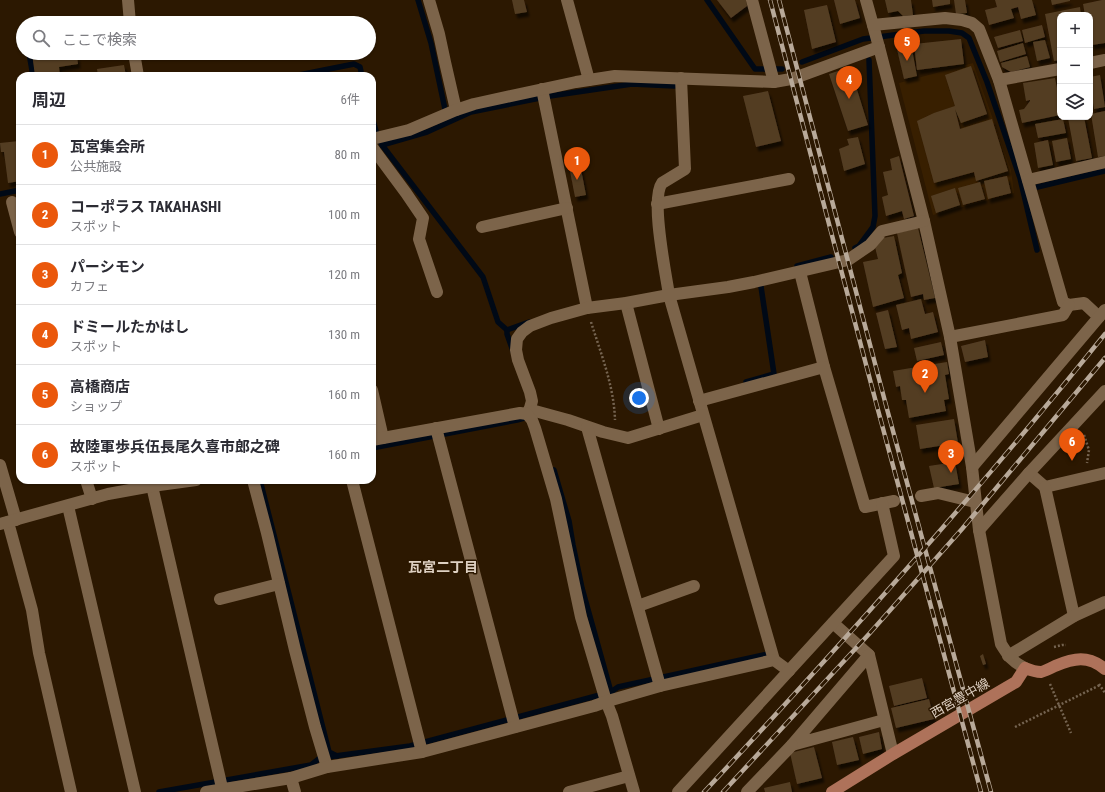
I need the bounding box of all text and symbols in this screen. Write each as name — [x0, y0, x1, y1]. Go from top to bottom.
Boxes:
map controls — [1057, 12, 1093, 120]
button: + — [1057, 12, 1093, 48]
search box — [16, 16, 376, 60]
icon: search — [30, 27, 52, 49]
pin: 5 — [894, 28, 920, 61]
text: ここで検索 — [62, 31, 137, 49]
button: − — [1057, 48, 1093, 84]
pin: 4 — [836, 66, 862, 99]
button: layers — [1057, 84, 1093, 120]
text: 周辺 — [32, 90, 66, 110]
text: 6件 — [341, 92, 360, 107]
text: 瓦宮集会所 — [70, 138, 145, 156]
text: 1 — [42, 147, 48, 162]
text: 80 m — [334, 147, 360, 162]
pin: 1 — [564, 147, 590, 180]
text: 公共施設 — [70, 159, 122, 174]
text: コーポラス TAKAHASHI — [70, 198, 221, 216]
text: 2 — [42, 207, 48, 222]
text: 100 m — [328, 207, 360, 222]
text: スポット — [70, 219, 122, 234]
text: パーシモン — [70, 258, 145, 276]
text: 3 — [42, 267, 48, 282]
text: 120 m — [328, 267, 360, 282]
text: カフェ — [70, 279, 109, 294]
text: ドミールたかはし — [70, 318, 189, 336]
text: 4 — [42, 327, 48, 342]
text: 130 m — [328, 327, 360, 342]
text: スポット — [70, 339, 122, 354]
pin: 2 — [912, 360, 938, 393]
text: 高橋商店 — [70, 378, 130, 396]
text: 5 — [42, 387, 48, 402]
text: 160 m — [328, 387, 360, 402]
your location — [629, 388, 649, 408]
text: ショップ — [70, 399, 122, 414]
pin: 6 — [1059, 428, 1085, 461]
text: 故陸軍歩兵伍長尾久喜市郎之碑 — [70, 438, 280, 456]
pin: 3 — [938, 440, 964, 473]
text: 6 — [42, 447, 48, 462]
text: 160 m — [328, 447, 360, 462]
text: スポット — [70, 459, 122, 474]
district label: 瓦宮二丁目 — [408, 559, 478, 575]
street label: 西宮豊中線 — [928, 675, 992, 721]

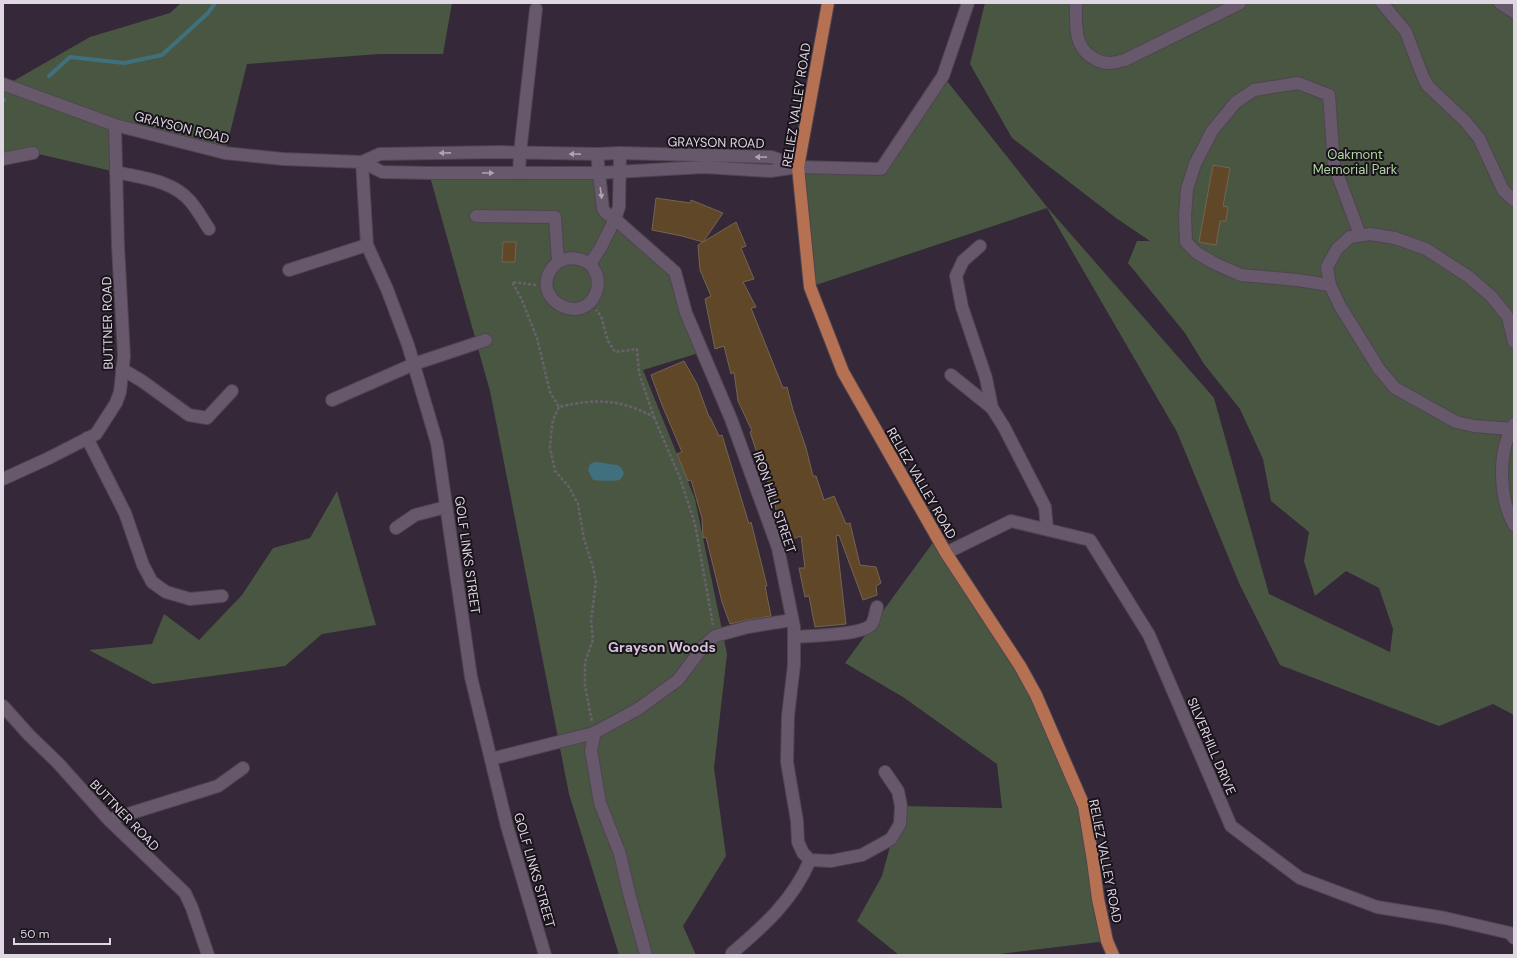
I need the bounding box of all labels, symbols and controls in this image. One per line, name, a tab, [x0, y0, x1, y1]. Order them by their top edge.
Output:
street label: RELIEZ VALLEY ROAD	[778, 42, 815, 168]
street label: GRAYSON ROAD	[133, 107, 231, 147]
street label: GRAYSON ROAD	[667, 133, 765, 152]
park label: Oakmont Memorial Park	[1313, 146, 1398, 178]
one-way arrow	[438, 150, 451, 156]
one-way arrow	[568, 151, 581, 157]
one-way arrow	[754, 154, 767, 160]
one-way arrow	[482, 170, 495, 176]
one-way arrow	[598, 187, 604, 199]
street label: BUTTNER ROAD	[98, 276, 117, 370]
street label: RELIEZ VALLEY ROAD	[883, 425, 960, 542]
street label: IRON HILL STREET	[749, 449, 800, 555]
street label: GOLF LINKS STREET	[451, 495, 484, 615]
district label: Grayson Woods	[608, 638, 716, 656]
street label: SILVERHILL DRIVE	[1183, 695, 1240, 798]
street label: BUTTNER ROAD	[86, 776, 163, 855]
street label: RELIEZ VALLEY ROAD	[1085, 798, 1126, 924]
street label: GOLF LINKS STREET	[510, 811, 559, 930]
scale bar	[14, 920, 110, 946]
text: 50 m	[20, 926, 49, 942]

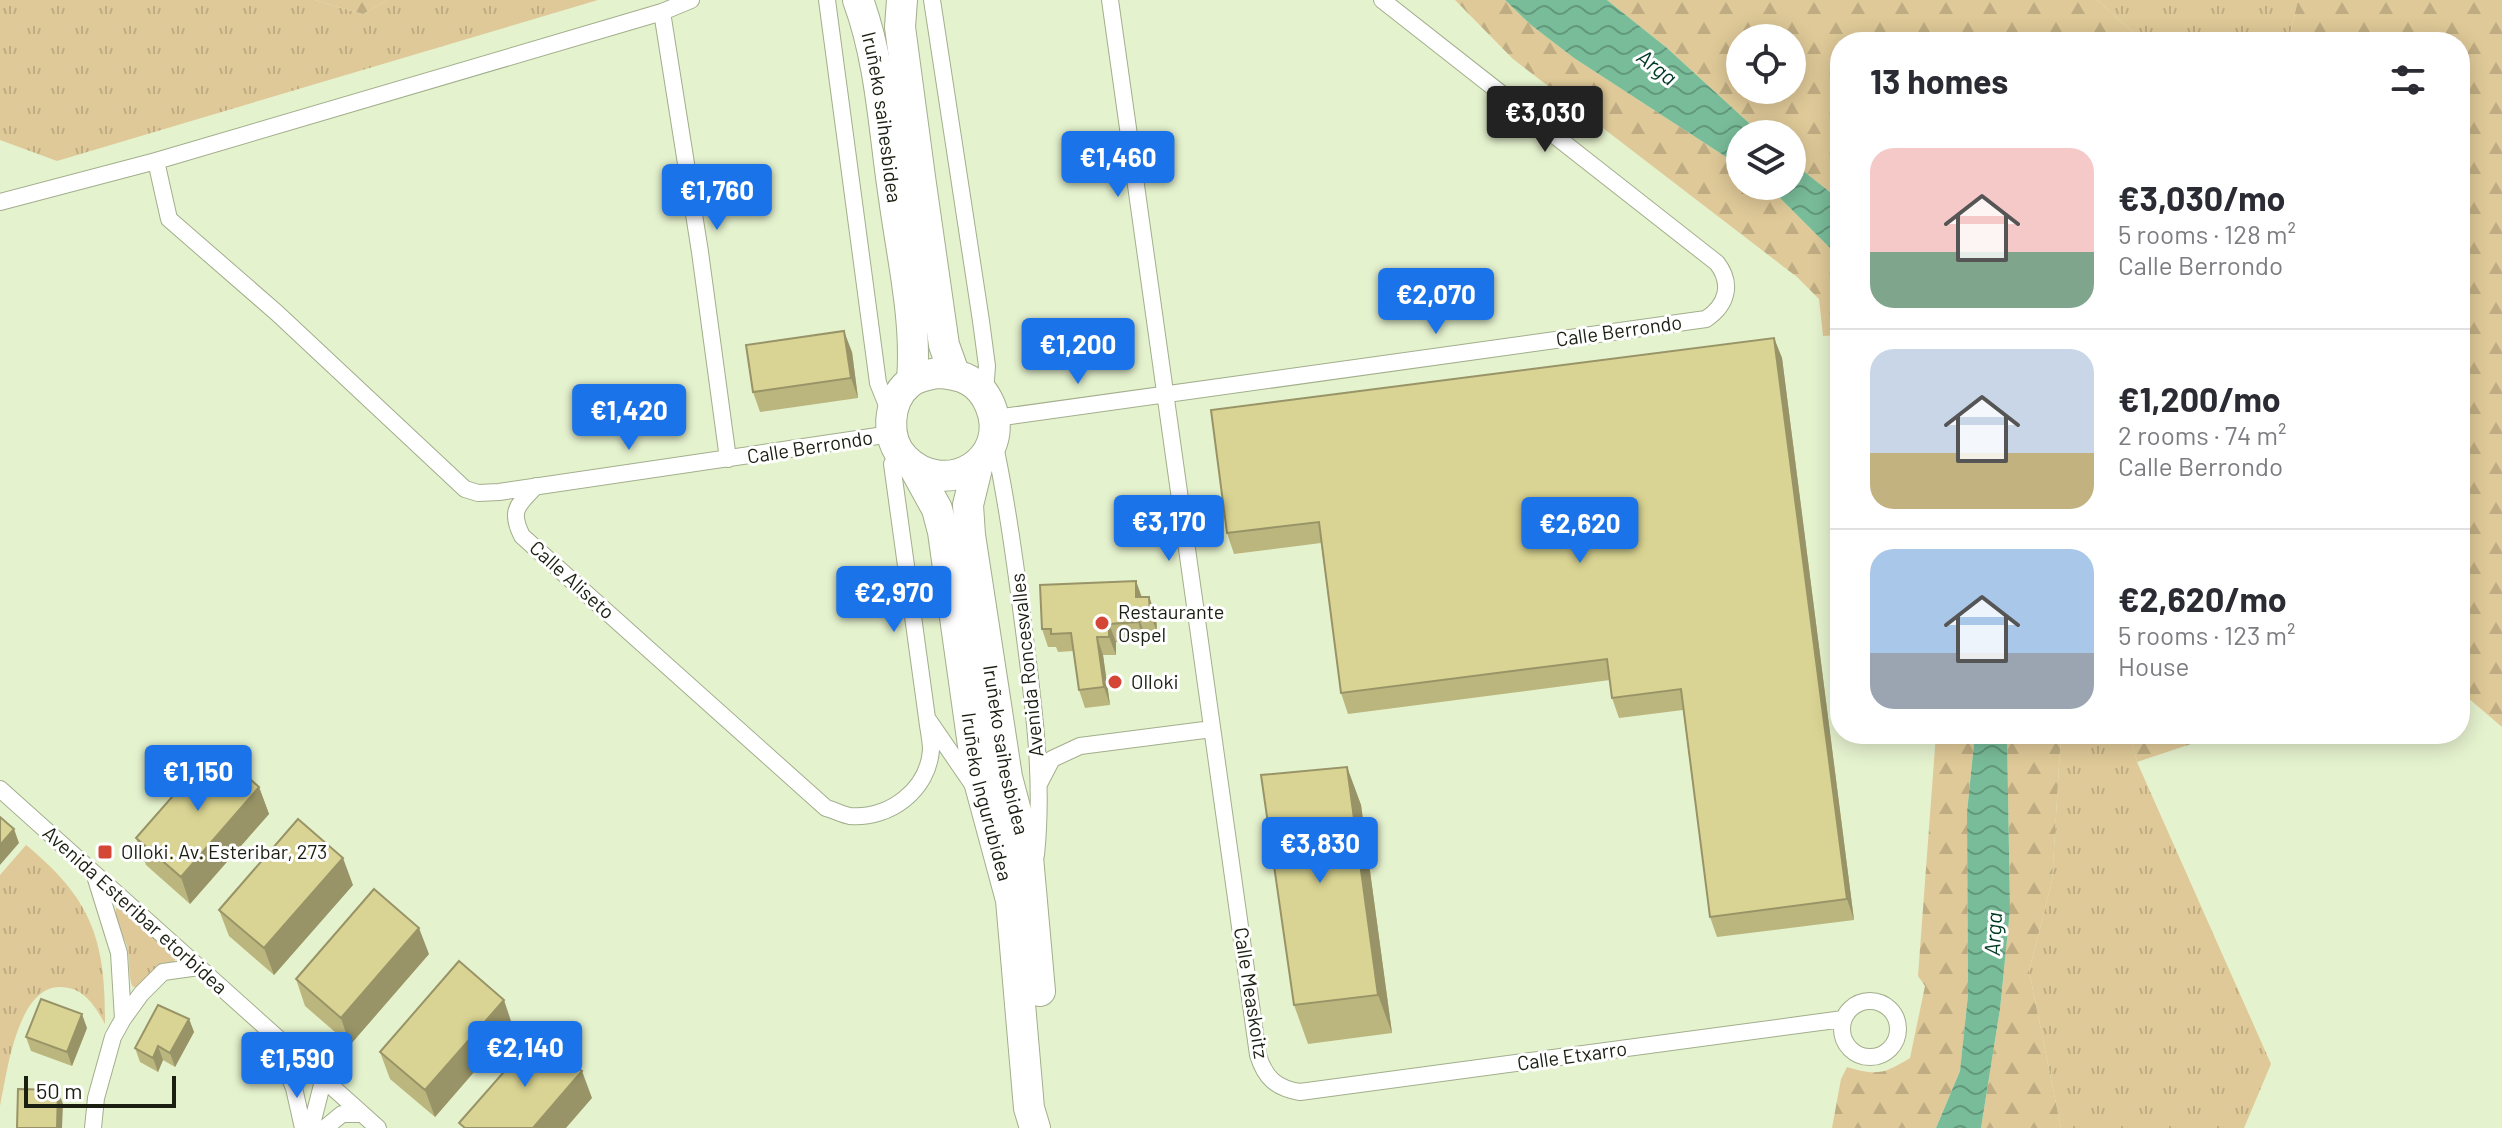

########

> **What needs to be done**
Output the records above exactly as they are, leaving out the pictures.

> **Written answer**
I need the bounding box of all text and symbols in this screen. Write each as name — [x0, y0, x1, y1]. Go from top to bottom.
Boxes:
map controls — [1057, 12, 1093, 120]
button: + — [1057, 12, 1093, 48]
search box — [16, 16, 376, 60]
icon: search — [30, 27, 52, 49]
pin: 5 — [894, 28, 920, 61]
text: ここで検索 — [62, 31, 137, 49]
button: − — [1057, 48, 1093, 84]
pin: 4 — [836, 66, 862, 99]
button: layers — [1057, 84, 1093, 120]
text: 周辺 — [32, 90, 66, 110]
text: 6件 — [341, 92, 360, 107]
text: 瓦宮集会所 — [70, 138, 145, 156]
text: 1 — [42, 147, 48, 162]
text: 80 m — [334, 147, 360, 162]
pin: 1 — [564, 147, 590, 180]
text: 公共施設 — [70, 159, 122, 174]
text: コーポラス TAKAHASHI — [70, 198, 221, 216]
text: 2 — [42, 207, 48, 222]
text: 100 m — [328, 207, 360, 222]
text: スポット — [70, 219, 122, 234]
text: パーシモン — [70, 258, 145, 276]
text: 3 — [42, 267, 48, 282]
text: 120 m — [328, 267, 360, 282]
text: カフェ — [70, 279, 109, 294]
text: ドミールたかはし — [70, 318, 189, 336]
text: 4 — [42, 327, 48, 342]
text: 130 m — [328, 327, 360, 342]
text: スポット — [70, 339, 122, 354]
pin: 2 — [912, 360, 938, 393]
text: 高橋商店 — [70, 378, 130, 396]
text: 5 — [42, 387, 48, 402]
text: 160 m — [328, 387, 360, 402]
your location — [629, 388, 649, 408]
text: ショップ — [70, 399, 122, 414]
pin: 6 — [1059, 428, 1085, 461]
text: 故陸軍歩兵伍長尾久喜市郎之碑 — [70, 438, 280, 456]
pin: 3 — [938, 440, 964, 473]
text: 6 — [42, 447, 48, 462]
text: 160 m — [328, 447, 360, 462]
text: スポット — [70, 459, 122, 474]
district label: 瓦宮二丁目 — [408, 559, 478, 575]
street label: 西宮豊中線 — [928, 675, 992, 721]

I need the bounding box of all labels, symbols and controls in this image. One per line, name, a tab, [x0, y0, x1, y1]. Order them by their top edge.
Output:
street label: RELIEZ VALLEY ROAD	[778, 42, 815, 168]
street label: GRAYSON ROAD	[133, 107, 231, 147]
street label: GRAYSON ROAD	[667, 133, 765, 152]
park label: Oakmont Memorial Park	[1313, 146, 1398, 178]
one-way arrow	[438, 150, 451, 156]
one-way arrow	[568, 151, 581, 157]
one-way arrow	[754, 154, 767, 160]
one-way arrow	[482, 170, 495, 176]
one-way arrow	[598, 187, 604, 199]
street label: BUTTNER ROAD	[98, 276, 117, 370]
street label: RELIEZ VALLEY ROAD	[883, 425, 960, 542]
street label: IRON HILL STREET	[749, 449, 800, 555]
street label: GOLF LINKS STREET	[451, 495, 484, 615]
district label: Grayson Woods	[608, 638, 716, 656]
street label: SILVERHILL DRIVE	[1183, 695, 1240, 798]
street label: BUTTNER ROAD	[86, 776, 163, 855]
street label: RELIEZ VALLEY ROAD	[1085, 798, 1126, 924]
street label: GOLF LINKS STREET	[510, 811, 559, 930]
scale bar	[14, 920, 110, 946]
text: 50 m	[20, 926, 49, 942]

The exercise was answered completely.